(Exercise prompt):
Before printing, remove every picture; then print the lines below exactly, from the first line through the line containing "position:absolute; width:77px; margin:-38px;".

(Provided entries):

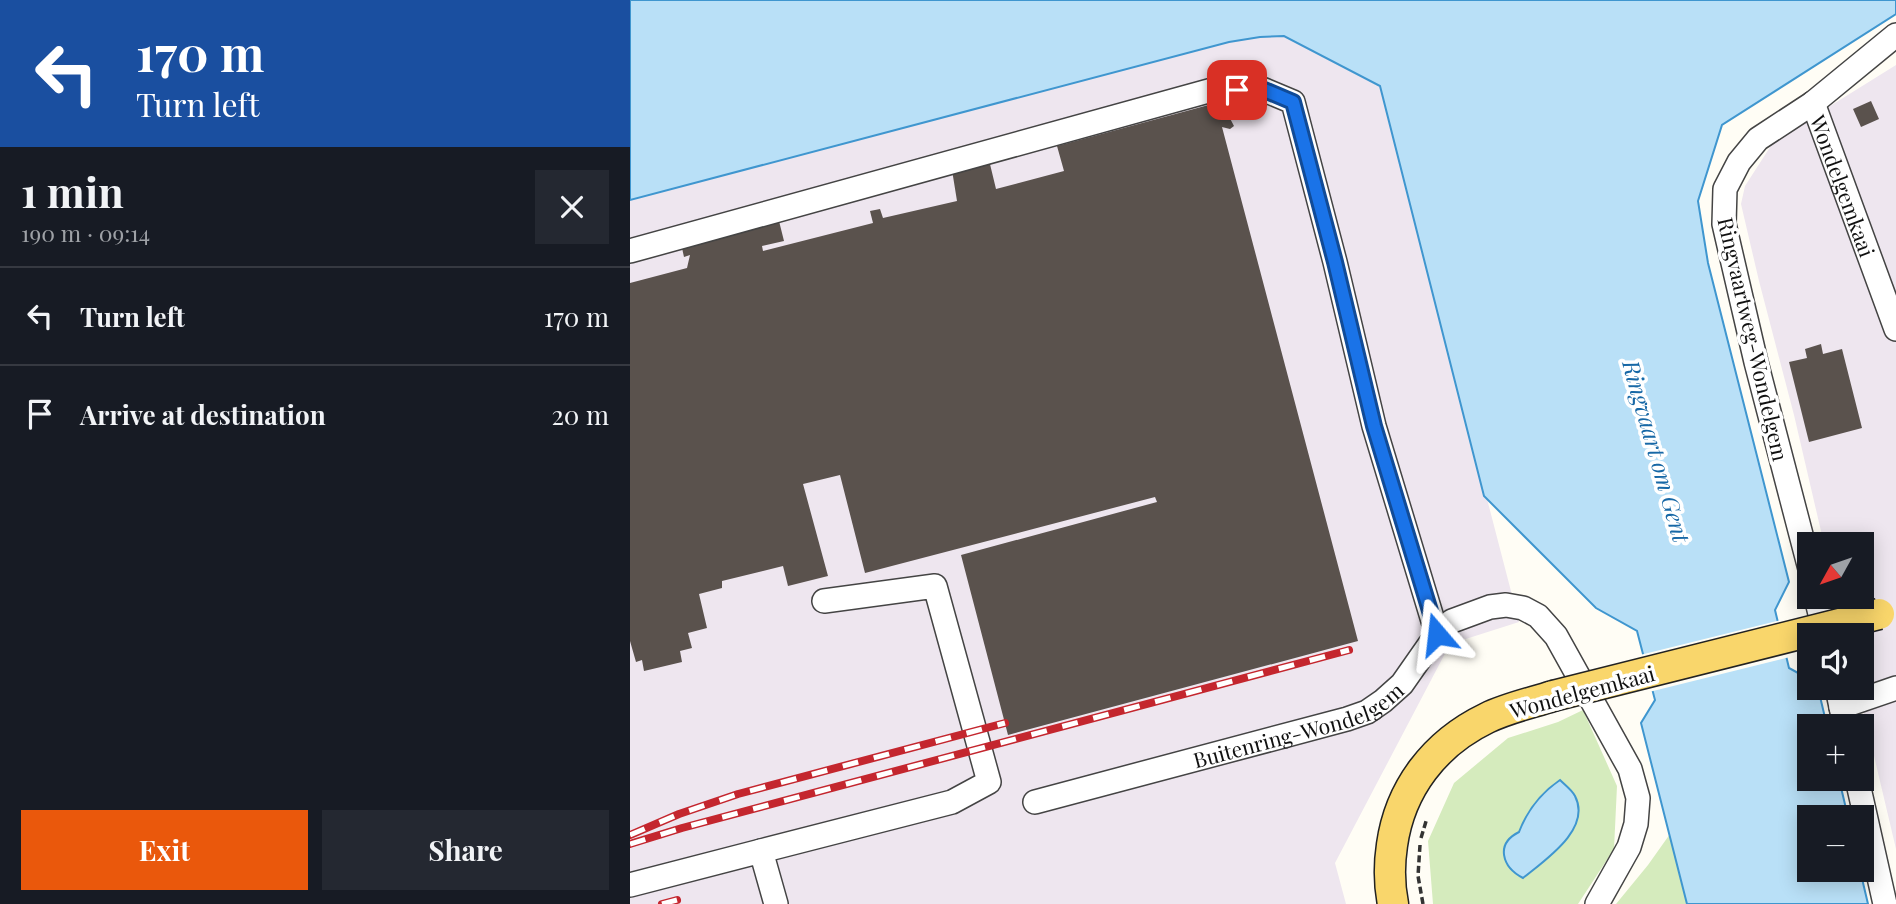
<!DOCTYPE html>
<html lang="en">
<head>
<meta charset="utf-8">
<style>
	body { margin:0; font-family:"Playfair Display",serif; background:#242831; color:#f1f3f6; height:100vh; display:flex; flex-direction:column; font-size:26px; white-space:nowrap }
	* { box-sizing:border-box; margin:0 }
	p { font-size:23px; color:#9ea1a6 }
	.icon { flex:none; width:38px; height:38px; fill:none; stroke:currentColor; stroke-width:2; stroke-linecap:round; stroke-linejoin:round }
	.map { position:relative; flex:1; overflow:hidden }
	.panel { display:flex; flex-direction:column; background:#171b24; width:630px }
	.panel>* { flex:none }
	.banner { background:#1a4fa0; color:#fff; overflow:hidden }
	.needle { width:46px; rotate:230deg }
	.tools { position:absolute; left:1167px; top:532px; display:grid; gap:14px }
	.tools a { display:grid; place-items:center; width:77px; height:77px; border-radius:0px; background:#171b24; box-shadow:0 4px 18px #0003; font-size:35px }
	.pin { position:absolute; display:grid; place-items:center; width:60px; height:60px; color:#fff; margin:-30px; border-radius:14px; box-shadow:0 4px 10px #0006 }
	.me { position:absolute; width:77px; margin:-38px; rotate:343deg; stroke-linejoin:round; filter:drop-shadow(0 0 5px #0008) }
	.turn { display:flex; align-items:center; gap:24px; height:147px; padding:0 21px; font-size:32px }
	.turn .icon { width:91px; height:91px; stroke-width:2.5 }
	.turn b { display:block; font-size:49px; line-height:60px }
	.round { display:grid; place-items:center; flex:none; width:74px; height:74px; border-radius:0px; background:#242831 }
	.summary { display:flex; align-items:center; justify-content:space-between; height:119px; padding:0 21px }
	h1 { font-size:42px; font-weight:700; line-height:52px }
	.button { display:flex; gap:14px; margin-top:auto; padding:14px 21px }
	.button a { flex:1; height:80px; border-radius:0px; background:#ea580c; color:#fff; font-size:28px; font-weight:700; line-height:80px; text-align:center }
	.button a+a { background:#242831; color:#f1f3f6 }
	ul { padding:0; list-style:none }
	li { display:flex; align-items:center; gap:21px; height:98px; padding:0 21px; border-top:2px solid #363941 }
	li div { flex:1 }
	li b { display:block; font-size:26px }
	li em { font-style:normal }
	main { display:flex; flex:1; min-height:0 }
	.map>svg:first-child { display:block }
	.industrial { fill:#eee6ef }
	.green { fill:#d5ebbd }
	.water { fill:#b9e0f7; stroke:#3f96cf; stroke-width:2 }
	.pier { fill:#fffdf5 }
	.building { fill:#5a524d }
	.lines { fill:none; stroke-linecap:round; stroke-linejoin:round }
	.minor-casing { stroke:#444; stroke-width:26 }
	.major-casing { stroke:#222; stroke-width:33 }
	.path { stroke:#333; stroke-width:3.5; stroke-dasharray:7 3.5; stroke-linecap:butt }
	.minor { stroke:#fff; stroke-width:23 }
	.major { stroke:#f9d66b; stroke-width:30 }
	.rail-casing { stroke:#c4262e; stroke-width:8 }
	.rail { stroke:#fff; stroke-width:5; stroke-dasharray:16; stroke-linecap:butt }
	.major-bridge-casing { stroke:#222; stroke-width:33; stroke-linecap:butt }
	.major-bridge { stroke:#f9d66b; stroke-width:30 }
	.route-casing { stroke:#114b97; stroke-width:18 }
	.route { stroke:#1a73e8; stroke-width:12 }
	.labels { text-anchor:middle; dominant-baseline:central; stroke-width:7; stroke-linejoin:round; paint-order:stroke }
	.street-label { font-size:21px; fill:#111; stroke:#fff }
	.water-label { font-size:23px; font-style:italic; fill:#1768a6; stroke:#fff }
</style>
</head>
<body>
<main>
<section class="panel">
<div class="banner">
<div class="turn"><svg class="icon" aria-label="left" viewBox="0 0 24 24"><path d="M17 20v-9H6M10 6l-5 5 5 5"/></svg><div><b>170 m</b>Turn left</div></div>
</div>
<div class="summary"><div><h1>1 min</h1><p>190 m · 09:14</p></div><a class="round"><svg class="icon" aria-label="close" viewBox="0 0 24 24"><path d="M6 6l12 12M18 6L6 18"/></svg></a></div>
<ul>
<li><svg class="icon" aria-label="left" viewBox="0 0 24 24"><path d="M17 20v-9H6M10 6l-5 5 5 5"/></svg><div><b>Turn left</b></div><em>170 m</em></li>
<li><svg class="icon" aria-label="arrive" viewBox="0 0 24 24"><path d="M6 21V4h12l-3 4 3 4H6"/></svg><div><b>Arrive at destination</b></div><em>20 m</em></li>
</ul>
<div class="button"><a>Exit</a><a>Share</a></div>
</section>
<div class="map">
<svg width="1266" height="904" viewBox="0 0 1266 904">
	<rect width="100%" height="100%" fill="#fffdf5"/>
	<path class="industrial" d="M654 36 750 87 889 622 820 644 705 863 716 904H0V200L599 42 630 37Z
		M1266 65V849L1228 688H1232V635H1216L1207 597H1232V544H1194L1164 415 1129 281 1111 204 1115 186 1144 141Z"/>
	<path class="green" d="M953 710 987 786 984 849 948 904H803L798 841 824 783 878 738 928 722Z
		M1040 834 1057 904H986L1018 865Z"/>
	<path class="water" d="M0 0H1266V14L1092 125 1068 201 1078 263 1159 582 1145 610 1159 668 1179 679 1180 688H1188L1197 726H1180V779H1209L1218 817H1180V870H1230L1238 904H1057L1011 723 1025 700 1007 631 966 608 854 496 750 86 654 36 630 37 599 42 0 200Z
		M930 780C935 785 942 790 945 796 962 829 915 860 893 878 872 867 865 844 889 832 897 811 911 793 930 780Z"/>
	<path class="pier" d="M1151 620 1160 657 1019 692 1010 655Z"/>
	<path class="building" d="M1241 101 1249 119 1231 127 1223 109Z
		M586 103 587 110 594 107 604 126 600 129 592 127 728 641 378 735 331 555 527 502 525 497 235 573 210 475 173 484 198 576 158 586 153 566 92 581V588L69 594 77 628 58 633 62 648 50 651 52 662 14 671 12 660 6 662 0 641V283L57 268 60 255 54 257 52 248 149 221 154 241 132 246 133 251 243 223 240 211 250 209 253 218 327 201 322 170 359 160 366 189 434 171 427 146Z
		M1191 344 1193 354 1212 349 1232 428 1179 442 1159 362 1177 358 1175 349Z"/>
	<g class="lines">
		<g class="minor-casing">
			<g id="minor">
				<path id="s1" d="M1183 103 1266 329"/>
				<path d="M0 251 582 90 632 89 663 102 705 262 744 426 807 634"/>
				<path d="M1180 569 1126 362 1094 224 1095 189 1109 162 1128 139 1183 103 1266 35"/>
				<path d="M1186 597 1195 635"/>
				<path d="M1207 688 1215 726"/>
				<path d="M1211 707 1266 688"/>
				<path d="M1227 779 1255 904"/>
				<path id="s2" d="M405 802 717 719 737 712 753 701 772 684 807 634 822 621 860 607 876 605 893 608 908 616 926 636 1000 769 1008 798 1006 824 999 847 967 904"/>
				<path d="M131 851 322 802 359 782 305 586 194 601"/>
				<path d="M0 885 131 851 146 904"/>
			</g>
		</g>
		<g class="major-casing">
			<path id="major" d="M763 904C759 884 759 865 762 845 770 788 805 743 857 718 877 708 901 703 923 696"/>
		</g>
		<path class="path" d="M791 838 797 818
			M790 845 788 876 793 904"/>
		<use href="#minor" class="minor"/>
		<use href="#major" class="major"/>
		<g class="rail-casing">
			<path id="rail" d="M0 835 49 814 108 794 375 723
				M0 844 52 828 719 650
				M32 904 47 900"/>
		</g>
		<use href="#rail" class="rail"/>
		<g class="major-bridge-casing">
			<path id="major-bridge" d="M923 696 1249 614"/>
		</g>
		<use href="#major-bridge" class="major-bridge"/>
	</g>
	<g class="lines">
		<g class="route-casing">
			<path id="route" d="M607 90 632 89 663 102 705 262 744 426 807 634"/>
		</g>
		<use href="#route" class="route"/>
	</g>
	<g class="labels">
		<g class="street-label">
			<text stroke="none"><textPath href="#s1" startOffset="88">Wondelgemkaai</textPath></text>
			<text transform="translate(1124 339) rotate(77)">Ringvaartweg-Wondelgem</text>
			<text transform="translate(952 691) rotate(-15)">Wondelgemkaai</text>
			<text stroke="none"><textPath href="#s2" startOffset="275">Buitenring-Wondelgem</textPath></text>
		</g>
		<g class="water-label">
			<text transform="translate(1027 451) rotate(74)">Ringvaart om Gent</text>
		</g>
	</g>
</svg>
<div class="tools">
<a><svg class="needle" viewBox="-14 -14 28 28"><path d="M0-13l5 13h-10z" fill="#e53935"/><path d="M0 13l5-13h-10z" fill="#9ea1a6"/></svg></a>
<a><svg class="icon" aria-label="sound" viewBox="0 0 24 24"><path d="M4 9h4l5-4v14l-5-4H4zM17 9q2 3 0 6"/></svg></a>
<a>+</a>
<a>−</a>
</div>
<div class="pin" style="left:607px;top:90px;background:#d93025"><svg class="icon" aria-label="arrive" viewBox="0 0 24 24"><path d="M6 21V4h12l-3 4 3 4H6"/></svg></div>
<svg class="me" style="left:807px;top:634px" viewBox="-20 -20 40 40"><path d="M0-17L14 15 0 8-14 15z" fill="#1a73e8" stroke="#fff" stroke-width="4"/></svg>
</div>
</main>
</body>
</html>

(Response box):
<!DOCTYPE html>
<html lang="en">
<head>
<meta charset="utf-8">
<style>
	body { margin:0; font-family:"Playfair Display",serif; background:#242831; color:#f1f3f6; height:100vh; display:flex; flex-direction:column; font-size:26px; white-space:nowrap }
	* { box-sizing:border-box; margin:0 }
	p { font-size:23px; color:#9ea1a6 }
	.icon { flex:none; width:38px; height:38px; fill:none; stroke:currentColor; stroke-width:2; stroke-linecap:round; stroke-linejoin:round }
	.map { position:relative; flex:1; overflow:hidden }
	.panel { display:flex; flex-direction:column; background:#171b24; width:630px }
	.panel>* { flex:none }
	.banner { background:#1a4fa0; color:#fff; overflow:hidden }
	.needle { width:46px; rotate:230deg }
	.tools { position:absolute; left:1167px; top:532px; display:grid; gap:14px }
	.tools a { display:grid; place-items:center; width:77px; height:77px; border-radius:0px; background:#171b24; box-shadow:0 4px 18px #0003; font-size:35px }
	.pin { position:absolute; display:grid; place-items:center; width:60px; height:60px; color:#fff; margin:-30px; border-radius:14px; box-shadow:0 4px 10px #0006 }
	.me { position:absolute; width:77px; margin:-38px; rotate:343deg; stroke-linejoin:round; filter:drop-shadow(0 0 5px #0008) }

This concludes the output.